Unstable periodic orbits galore and quantum hyperscarring in highly frustrated magnets

Abstract

Highly frustrated magnets, with their macroscopically-degenerate classical ground states and massively-entangled quantum spin liquid phases, have been pivotal to the development of modern condensed matter concepts such as emergent symmetries, topological order, and fractionalisation. The effects of frustration and massive degeneracies at high energy, where the many-body dynamics becomes chaotic, have hitherto been far less explored. Here, we identify a high-energy dynamical analog of highly-frustrated magnetism, in the form of an extensive manifold of classical ''interaction-suppressing'' configurations giving rise to unstable periodic orbits. These are in general neither protected by symmetry nor integrability, and emerge from a set of dynamical local constraints that effectively nullify the interactions while allowing extensively many local degrees of freedom. The proliferation of unstable periodic orbits corresponds in the quantum case to ''hyperscarring'', that is, quantum scarring on exponentially many unstable periodic orbits.

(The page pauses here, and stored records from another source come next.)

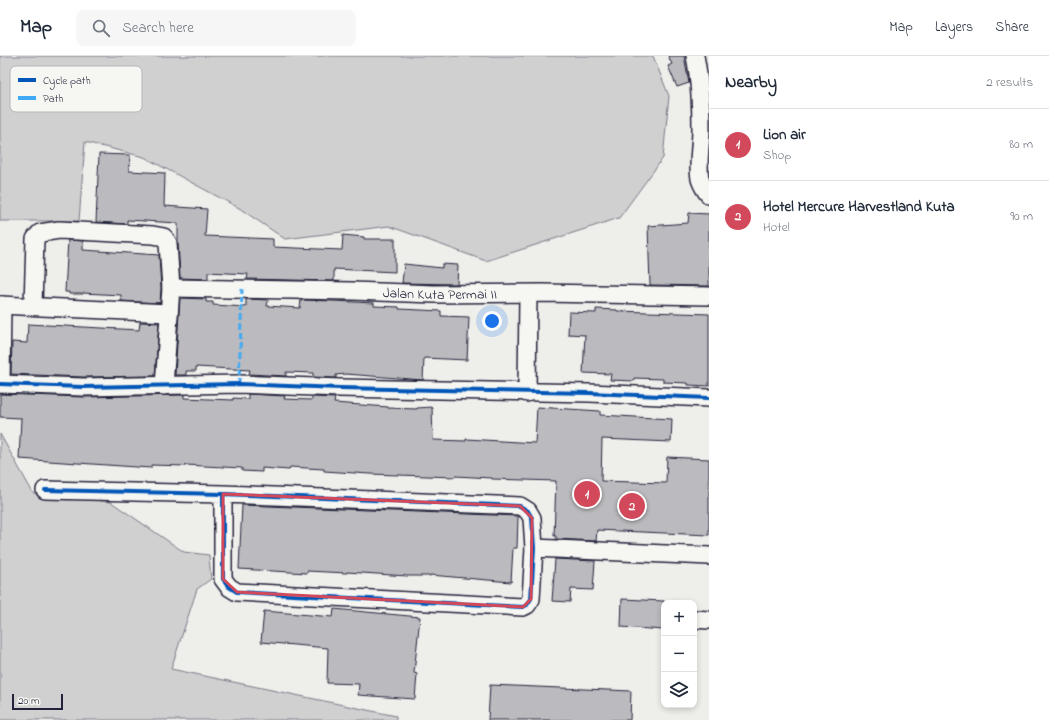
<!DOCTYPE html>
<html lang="en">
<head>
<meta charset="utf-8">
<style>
  body { margin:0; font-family:"Indie Flower",sans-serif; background:#f6f6f7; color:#1f2937 }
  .controls { position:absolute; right:12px; bottom:12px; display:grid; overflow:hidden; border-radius:8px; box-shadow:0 2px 6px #0003 }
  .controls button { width:36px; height:36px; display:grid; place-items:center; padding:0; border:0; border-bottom:1px solid #e0e1e3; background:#fff; color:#1f2937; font:20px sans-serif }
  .scale { position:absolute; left:12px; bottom:10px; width:51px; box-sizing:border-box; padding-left:4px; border:2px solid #22223b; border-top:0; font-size:11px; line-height:14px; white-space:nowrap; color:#22223b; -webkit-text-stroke:3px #f6f6f2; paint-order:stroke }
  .you { position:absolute; left:492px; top:265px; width:14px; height:14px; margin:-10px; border:3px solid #fff; border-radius:50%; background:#1a73e8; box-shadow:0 0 0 6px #1a73e833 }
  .badge { display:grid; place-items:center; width:26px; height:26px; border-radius:50%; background:#d1495b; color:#fff; font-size:13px; font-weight:700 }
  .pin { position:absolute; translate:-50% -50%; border:2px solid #fff; box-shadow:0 1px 4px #0006 }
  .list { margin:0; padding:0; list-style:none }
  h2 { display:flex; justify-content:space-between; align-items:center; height:52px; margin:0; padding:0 16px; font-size:17px }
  h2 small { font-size:13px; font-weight:400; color:#747a83 }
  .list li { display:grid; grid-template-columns:26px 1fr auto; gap:12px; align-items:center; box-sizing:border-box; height:72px; padding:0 16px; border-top:1px solid #e0e1e3 }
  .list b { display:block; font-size:15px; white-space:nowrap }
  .list p { margin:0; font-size:13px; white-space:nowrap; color:#747a83 }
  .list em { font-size:13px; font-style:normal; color:#747a83 }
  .icon { flex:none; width:22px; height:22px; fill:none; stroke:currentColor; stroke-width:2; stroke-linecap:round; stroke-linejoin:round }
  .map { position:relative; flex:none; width:709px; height:664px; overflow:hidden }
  header { display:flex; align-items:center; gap:24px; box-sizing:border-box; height:56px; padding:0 20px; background:#fff; border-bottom:1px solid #e0e1e3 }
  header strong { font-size:19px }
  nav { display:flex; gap:22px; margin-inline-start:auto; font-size:14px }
  .search { width:280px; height:36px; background:#f6f6f7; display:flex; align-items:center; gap:10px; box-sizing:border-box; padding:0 14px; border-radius:8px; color:#747a83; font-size:15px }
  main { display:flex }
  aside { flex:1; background:#fff }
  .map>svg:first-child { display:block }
  .green { fill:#d0d0d1; stroke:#797986 }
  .building { fill:#bbbbbf; stroke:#22223b }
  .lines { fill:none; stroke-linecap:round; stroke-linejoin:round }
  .minor-casing { stroke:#22223b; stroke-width:20 }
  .minor { stroke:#f6f6f2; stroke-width:17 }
  .quiet { stroke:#3fa9f5; stroke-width:3; stroke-dasharray:6 3; stroke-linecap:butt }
  .cycleway-casing { stroke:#f6f6f2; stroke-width:6 }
  .cycleway { stroke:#0057b8; stroke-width:4 }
  .marked { fill:none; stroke:#d1495b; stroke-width:3; stroke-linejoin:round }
  .labels { text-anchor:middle; stroke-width:3; stroke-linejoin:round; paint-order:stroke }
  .street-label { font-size:14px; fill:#22223b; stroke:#f6f6f2 }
  .key { fill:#f6f6f2; stroke:#b6b6bb; stroke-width:1 }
  .key-label { font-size:11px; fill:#22223b }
</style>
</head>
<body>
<header>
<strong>Map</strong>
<div class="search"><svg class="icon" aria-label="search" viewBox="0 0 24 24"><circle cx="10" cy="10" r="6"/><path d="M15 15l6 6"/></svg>Search here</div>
<nav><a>Map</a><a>Layers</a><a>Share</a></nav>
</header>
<main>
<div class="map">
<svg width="709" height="664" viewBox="0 0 709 664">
  <rect width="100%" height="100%" fill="#eeeeeb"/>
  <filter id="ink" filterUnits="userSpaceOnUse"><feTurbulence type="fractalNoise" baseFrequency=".025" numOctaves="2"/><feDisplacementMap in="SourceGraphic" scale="8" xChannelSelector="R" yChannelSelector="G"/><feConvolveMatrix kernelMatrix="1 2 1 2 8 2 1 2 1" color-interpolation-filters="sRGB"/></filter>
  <g filter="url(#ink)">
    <g class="green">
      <polygon points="0,0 653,0 669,40 663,102 619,162 486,205 389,170 285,183 239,152 144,101 85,86 79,165 0,165"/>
      <polygon points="0,378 33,437 111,446 184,496 209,499 211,523 197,533 171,613 396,660 396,664 0,664"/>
    </g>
    <g class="building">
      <polygon points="668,0 684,0 689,27 677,31 668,10 672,8"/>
      <polygon points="99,98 130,99 129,115 165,117 164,150 207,153 205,180 273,183 273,191 342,194 343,179 364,181 364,183 395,183 395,216 334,213 334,225 247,223 248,218 208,216 208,223 180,222 178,185 178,167 127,164 127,168 96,166"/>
      <polygon points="689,157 709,158 709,230 650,229 648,170 688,167"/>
      <polygon points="68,184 83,185 83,194 159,199 161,232 160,247 121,245 121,239 83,237 83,238 69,238 69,236 65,236"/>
      <polygon points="404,208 442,212 442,208 458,209 457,228 402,227"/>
      <polygon points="180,242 206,243 206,246 213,246 213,249 246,251 246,243 268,244 267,250 300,252 301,244 333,245 374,247 374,250 399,251 399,253 441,255 441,260 469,261 467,304 424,302 423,324 346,318 336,319 336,322 313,321 313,317 286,316 286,320 249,318 250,314 196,311 196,315 186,315 186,319 175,319"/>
      <polygon points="596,253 617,254 617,255 709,258 709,330 688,329 688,327 663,326 663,323 634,322 634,325 610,324 611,318 583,317 585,279 568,278 569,256 596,257"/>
      <polygon points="140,266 159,267 155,320 83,321 11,318 12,286 27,287 28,268 139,274"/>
      <polygon points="0,338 83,341 184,339 184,342 233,344 233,342 248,343 248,338 285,340 284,343 312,344 312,341 335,342 334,347 388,351 388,352 417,353 417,352 432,351 433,384 466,385 466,383 535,387 537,351 600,355 600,359 672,363 671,386 602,383 601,425 666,427 667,401 709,403 709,479 597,474 596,485 556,483 556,480 554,480 556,425 492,423 492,422 455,420 455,421 370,418 324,415 324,413 290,411 289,414 262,412 262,416 242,415 242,412 186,409 186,410 151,409 151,412 19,403 21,362 0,361"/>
      <polygon points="242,449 517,460 518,461 517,492 513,492 511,526 430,519 430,520 407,520 347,516 347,517 307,515 307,517 239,513"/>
      <polygon points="555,503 595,505 593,534 571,533 570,546 552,545"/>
      <polygon points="622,543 664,545 664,574 621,571"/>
      <polygon points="334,553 420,561 414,617 417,618 415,643 358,639 359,628 327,627 328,592 261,586 264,555 333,561"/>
      <polygon points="490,629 631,635 630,664 488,664"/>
    </g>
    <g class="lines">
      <g class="minor-casing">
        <g id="minor">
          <path d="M695 0C700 24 701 49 701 74 701 90 697 107 700 123 702 129 705 134 709 139"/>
          <path id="s1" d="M171 232 352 235 434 238 542 237 709 240"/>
          <polyline points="0,249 169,257"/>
          <polyline points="33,250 35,183 40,177 59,174 153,179 164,181 168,187 171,232 164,330"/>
          <polyline points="0,328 83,331 239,328 340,332 589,337 709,342"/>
          <polyline points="1,328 2,249"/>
          <polyline points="527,337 528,238"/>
          <polyline points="45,434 223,438 520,450 528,455 532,462 534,492 531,543 527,549 523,551 237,536 229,531 223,523 223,438"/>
          <polyline points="534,492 709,500"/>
          <polyline points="694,563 709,564"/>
        </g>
      </g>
      <use href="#minor" class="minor"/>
      <polyline class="quiet" points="239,328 242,233"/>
      <g class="cycleway-casing">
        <g id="cycleway">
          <polyline points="0,328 83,331 239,328 340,332 589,337 709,342"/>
          <polyline points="45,434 223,438 520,450 528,455 532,462 534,492 531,543 527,549 523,551 237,536 229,531 223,523 223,438"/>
        </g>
      </g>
      <use href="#cycleway" class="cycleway"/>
    </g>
  </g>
  <path class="marked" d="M223 438 520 450 532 462 531 543 523 551 237 536 223 523Z"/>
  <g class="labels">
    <g class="street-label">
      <text dy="5" stroke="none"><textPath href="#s1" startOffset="269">Jalan Kuta Permai II</textPath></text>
    </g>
  </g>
  <rect x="10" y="10" width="132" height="46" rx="6" class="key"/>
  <rect x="18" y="22" width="18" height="4" fill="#0057b8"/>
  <rect x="18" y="40" width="18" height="4" fill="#3fa9f5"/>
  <g class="key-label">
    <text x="43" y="28">Cycle path</text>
    <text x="43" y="46">Path</text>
  </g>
</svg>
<div class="controls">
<button>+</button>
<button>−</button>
<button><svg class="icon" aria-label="layers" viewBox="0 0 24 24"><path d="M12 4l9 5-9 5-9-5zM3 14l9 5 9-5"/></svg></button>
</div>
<div class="scale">20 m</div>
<div class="you"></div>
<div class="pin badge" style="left:587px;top:438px">1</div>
<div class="pin badge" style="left:632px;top:450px">2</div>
</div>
<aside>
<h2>Nearby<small>2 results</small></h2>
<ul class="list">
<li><span class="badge">1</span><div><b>Lion air</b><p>Shop</p></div><em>80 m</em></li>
<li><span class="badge">2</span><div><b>Hotel Mercure Harvestland Kuta</b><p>Hotel</p></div><em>90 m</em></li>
</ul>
</aside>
</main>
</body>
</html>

On the product states associated to the latter, the amplitudes of the mid-spectrum thermal eigenstates exhibit a power-law distribution, in stark contrast to the expected exponential Porter-Thomas distribution that holds for generic product states. Our results reveal a new constrained dynamical regime where many-body quantum chaos coexists with structured manifolds of coherent dynamics, and establishes a mechanism for hitherto elusive extensive scarring.